Sin embargo, los sueños me habitaban sin darme tregua. Y aun siendo consciente del confort y el bienestar que me proporcionaba mi casa, el hecho de volver allí, significaba delimitar una frontera. Me dejaban perpleja las palabras de Walter Benjamin que definía el hogar como «el lugar seguro por excelencia, una caja secreta». Influenciada por Deleuze me preguntaba acerca de las posibilidades de desterritorialización. Ahí nació mi rechazo al matrimonio y al mecanismo de dominación que conllevan las obligaciones cotidianas. Como mujer no deseaba vivir en una de esas casas repletas de muebles idénticos. No quería pasarme la vida viendo la tele y paseando a mis niños en el parque. Vivir en la calle en determinadas épocas o permanecer despierta hasta el amanecer junto a personas sin hogar, en lugares diversos, resultaba coherente con mi visión de la vida y mi búsqueda filosófica. Fue así como experimenté el estado de desterritorialización. Emulando a las nómadas que dejan constancia de su paso sujetando pedacitos de tela a las ramas de los árboles a lo largo de la travesía, yo creaba mi propio ritmo, aprendía a distinguir los vientos que me acompañaban durante mi migración de un espacio a otro. E insisto: me mecía con los ojos cerrados. Caí a menudo. Caía sin cesar. Herida leve, mi cuerpo sangraba y en ocasiones me parecía que iba a desplomarme y morir. Pero me acostumbré a aquellas tempestades, las compas permanecían a mi lado y volvía a izar las velas rápidamente. En medio de las fronteras que repudiaba surgió un espacio amplio y sereno que amparó la acción, descubrimientos, milagros y reuniones espontáneas. Obviamente no estaba sola, pero a lo largo de aquel proceso de creación colectiva decidía por mí misma, basándome en mis propias elecciones, las fronteras que debía rechazar y cuáles eran los límites.

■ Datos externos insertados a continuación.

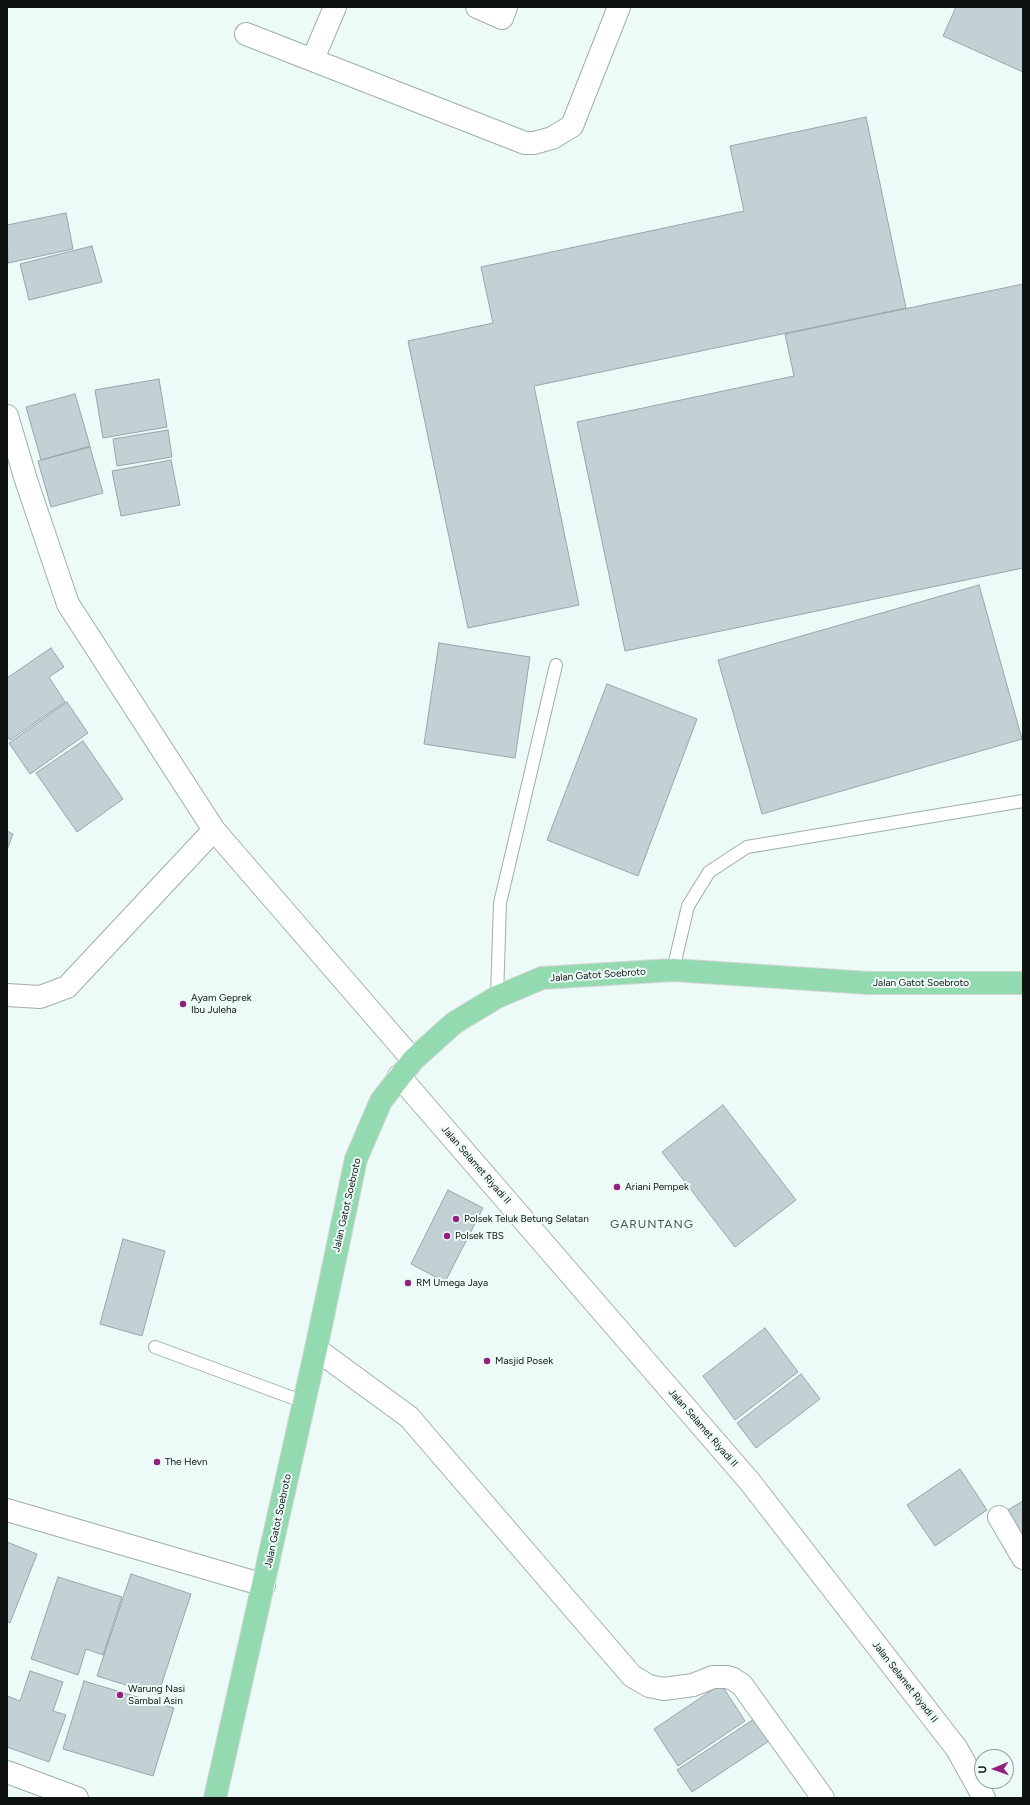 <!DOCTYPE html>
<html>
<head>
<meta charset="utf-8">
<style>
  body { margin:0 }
  #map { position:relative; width:1030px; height:1805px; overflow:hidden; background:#ecfbf8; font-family:Figtree,sans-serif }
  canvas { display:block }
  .frame { position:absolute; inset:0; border:8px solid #0e1312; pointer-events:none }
  .north { position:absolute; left:974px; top:1749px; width:40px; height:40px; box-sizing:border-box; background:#ecfbf8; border:1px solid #939e9c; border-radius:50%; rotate:268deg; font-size:11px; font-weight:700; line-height:16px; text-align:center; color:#0e1312 }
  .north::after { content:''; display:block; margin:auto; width:14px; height:18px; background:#931f7e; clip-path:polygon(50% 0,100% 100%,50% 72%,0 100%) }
</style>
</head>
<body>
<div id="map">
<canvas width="1030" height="1805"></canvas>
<div class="frame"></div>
<div class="north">U</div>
</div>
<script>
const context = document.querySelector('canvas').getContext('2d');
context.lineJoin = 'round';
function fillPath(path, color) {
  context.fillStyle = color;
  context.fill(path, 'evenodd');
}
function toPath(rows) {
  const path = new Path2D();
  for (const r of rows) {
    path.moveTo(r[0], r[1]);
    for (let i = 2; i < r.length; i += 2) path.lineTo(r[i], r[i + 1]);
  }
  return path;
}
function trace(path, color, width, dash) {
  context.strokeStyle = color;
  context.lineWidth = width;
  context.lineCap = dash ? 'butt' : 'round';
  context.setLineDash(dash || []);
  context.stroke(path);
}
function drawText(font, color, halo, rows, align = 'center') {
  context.font = font + ' Figtree,sans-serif';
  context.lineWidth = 4;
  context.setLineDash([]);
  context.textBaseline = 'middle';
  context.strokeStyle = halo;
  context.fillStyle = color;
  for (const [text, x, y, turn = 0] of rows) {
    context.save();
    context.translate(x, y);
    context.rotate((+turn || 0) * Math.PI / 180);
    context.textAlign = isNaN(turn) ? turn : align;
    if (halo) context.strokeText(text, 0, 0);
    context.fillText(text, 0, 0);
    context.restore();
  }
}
const building = toPath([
  [956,7,1023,7,1023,72,943,36,956,7],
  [866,117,906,308,534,386,579,605,468,628,408,341,493,323,481,267,744,211,730,146,866,117],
  [66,213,73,249,8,263,7,225,66,213],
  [92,246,102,282,29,300,20,264,92,246],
  [1023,284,1023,568,625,651,577,422,794,376,785,334,1023,284],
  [159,379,167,427,103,438,95,390,159,379],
  [75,394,90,446,41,460,26,407,75,394],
  [168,430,172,457,117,466,113,439,168,430],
  [90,447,103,493,51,507,38,461,90,447],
  [171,460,180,505,121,516,112,471,171,460],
  [979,585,1022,739,762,814,718,660,979,585],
  [439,643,530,657,515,758,424,744,439,643],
  [51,648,64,667,49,677,65,702,10,740,7,736,7,678,51,648],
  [607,684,697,719,638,876,547,840,607,684],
  [67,702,88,733,30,774,9,743,67,702],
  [83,741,123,799,77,832,36,773,83,741],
  [7,831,13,834,7,850,7,831],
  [723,1105,796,1200,735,1247,662,1152,723,1105],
  [448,1190,483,1208,445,1282,411,1264,448,1190],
  [123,1239,165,1251,142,1336,100,1324,123,1239],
  [765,1328,798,1372,735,1420,703,1376,765,1328],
  [801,1374,820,1399,756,1448,737,1423,801,1374],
  [960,1469,987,1510,935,1546,907,1505,960,1469],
  [1023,1501,1023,1541,1006,1511,1023,1501],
  [7,1542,37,1554,10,1623,7,1621,7,1542],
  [131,1574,191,1594,158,1695,97,1676,131,1574],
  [58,1577,122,1597,103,1655,86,1649,78,1675,31,1659,58,1577],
  [30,1671,63,1682,53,1711,66,1715,49,1762,7,1747,7,1696,20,1701,30,1671],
  [84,1681,174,1708,153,1776,63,1749,84,1681],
  [721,1684,745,1721,678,1766,654,1729,721,1684],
  [757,1717,772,1739,692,1792,677,1770,757,1717]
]);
fillPath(building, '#c3d1d4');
trace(building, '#98a5a9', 1);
const service = toPath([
  [673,970,688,906,709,872,747,847,1023,801],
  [497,997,500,903,556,665],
  [155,1347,304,1402]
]);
const minor = toPath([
  [477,7,502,18,506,7],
  [246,34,525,143,534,143,552,138,572,126,619,7],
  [313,59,335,7],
  [7,416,26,480,68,604,214,830,413,1060],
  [7,995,40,997,67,987,214,830],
  [399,1076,750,1482,957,1749,984,1798],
  [316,1349,409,1417,632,1676,649,1686,664,1689,693,1685,713,1677,727,1677,733,1679,742,1685,823,1798],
  [7,1510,264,1585],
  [999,1517,1023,1558],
  [7,1772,77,1798]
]);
const primary = toPath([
  [215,1798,316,1349,356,1159,381,1101,413,1060,454,1023,497,997,542,978,673,970,868,983,1023,983]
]);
trace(service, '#a0aeab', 14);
trace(minor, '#a0aeab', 24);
trace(primary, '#d4d5d4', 24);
trace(service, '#fff', 12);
trace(minor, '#fff', 22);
trace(primary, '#94dab0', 22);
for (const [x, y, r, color] of [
  [183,1004,4,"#931f7e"],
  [617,1187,4,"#931f7e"],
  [456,1219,4,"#931f7e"],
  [447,1236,4,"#931f7e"],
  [408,1283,4,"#931f7e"],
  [487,1361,4,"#931f7e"],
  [157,1462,4,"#931f7e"],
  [120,1695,4,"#931f7e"]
]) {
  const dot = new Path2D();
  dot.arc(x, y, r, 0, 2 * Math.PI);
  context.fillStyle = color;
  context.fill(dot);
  trace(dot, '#ecfbf8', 1.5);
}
drawText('10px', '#0e1312', '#ecfbf8', [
  ["Jalan Gatot Soebroto",598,975,-4],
  ["Jalan Gatot Soebroto",921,983],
  ["Jalan Selamet Riyadi II",476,1165,49],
  ["Jalan Gatot Soebroto",347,1205,-77],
  ["Jalan Selamet Riyadi II",703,1428,49],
  ["Jalan Gatot Soebroto",278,1521,-78],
  ["Jalan Selamet Riyadi II",905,1682,52]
]);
drawText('10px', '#0e1312', '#ecfbf8', [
  ["Ayam Geprek",191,998],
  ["Ibu Juleha",191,1010],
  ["Ariani Pempek",625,1187],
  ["Polsek Teluk Betung Selatan",464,1219],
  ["Polsek TBS",455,1236],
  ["RM Umega Jaya",416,1283],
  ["Masjid Posek",495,1361],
  ["The Hevn",165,1462],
  ["Warung Nasi",128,1689],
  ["Sambal Asin",128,1701]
], 'left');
context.letterSpacing = '1px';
drawText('12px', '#4b5755', '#ecfbf8', [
  ["GARUNTANG",652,1224]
]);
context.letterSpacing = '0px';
</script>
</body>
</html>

Dependiendo de mi poder, es decir de mis fuerzas, debilidades y sueños.De repente me arrancaron de mi universo. El estado, los hombres que gobiernan mi país me acusaron de ser una bruja. ¿Dónde se hallaba el país de las brujas? Lo desconocía. Súbitamente me hallé en un espacio de idioma y reflejos desconocidos, cuyas tempestades me desorientaban. Mi hogar quedaba allá afuera, lejos. Y me lo prohibían. Me estaba vetado. Me privaron del espacio familiar en el que producía y dejaba mi imprenta. Cuando tuve que desprenderme de aquel rastro, no solo me separaron de mi hogar, sino también de mí misma. Ya no podía volver allí. No puedo volver.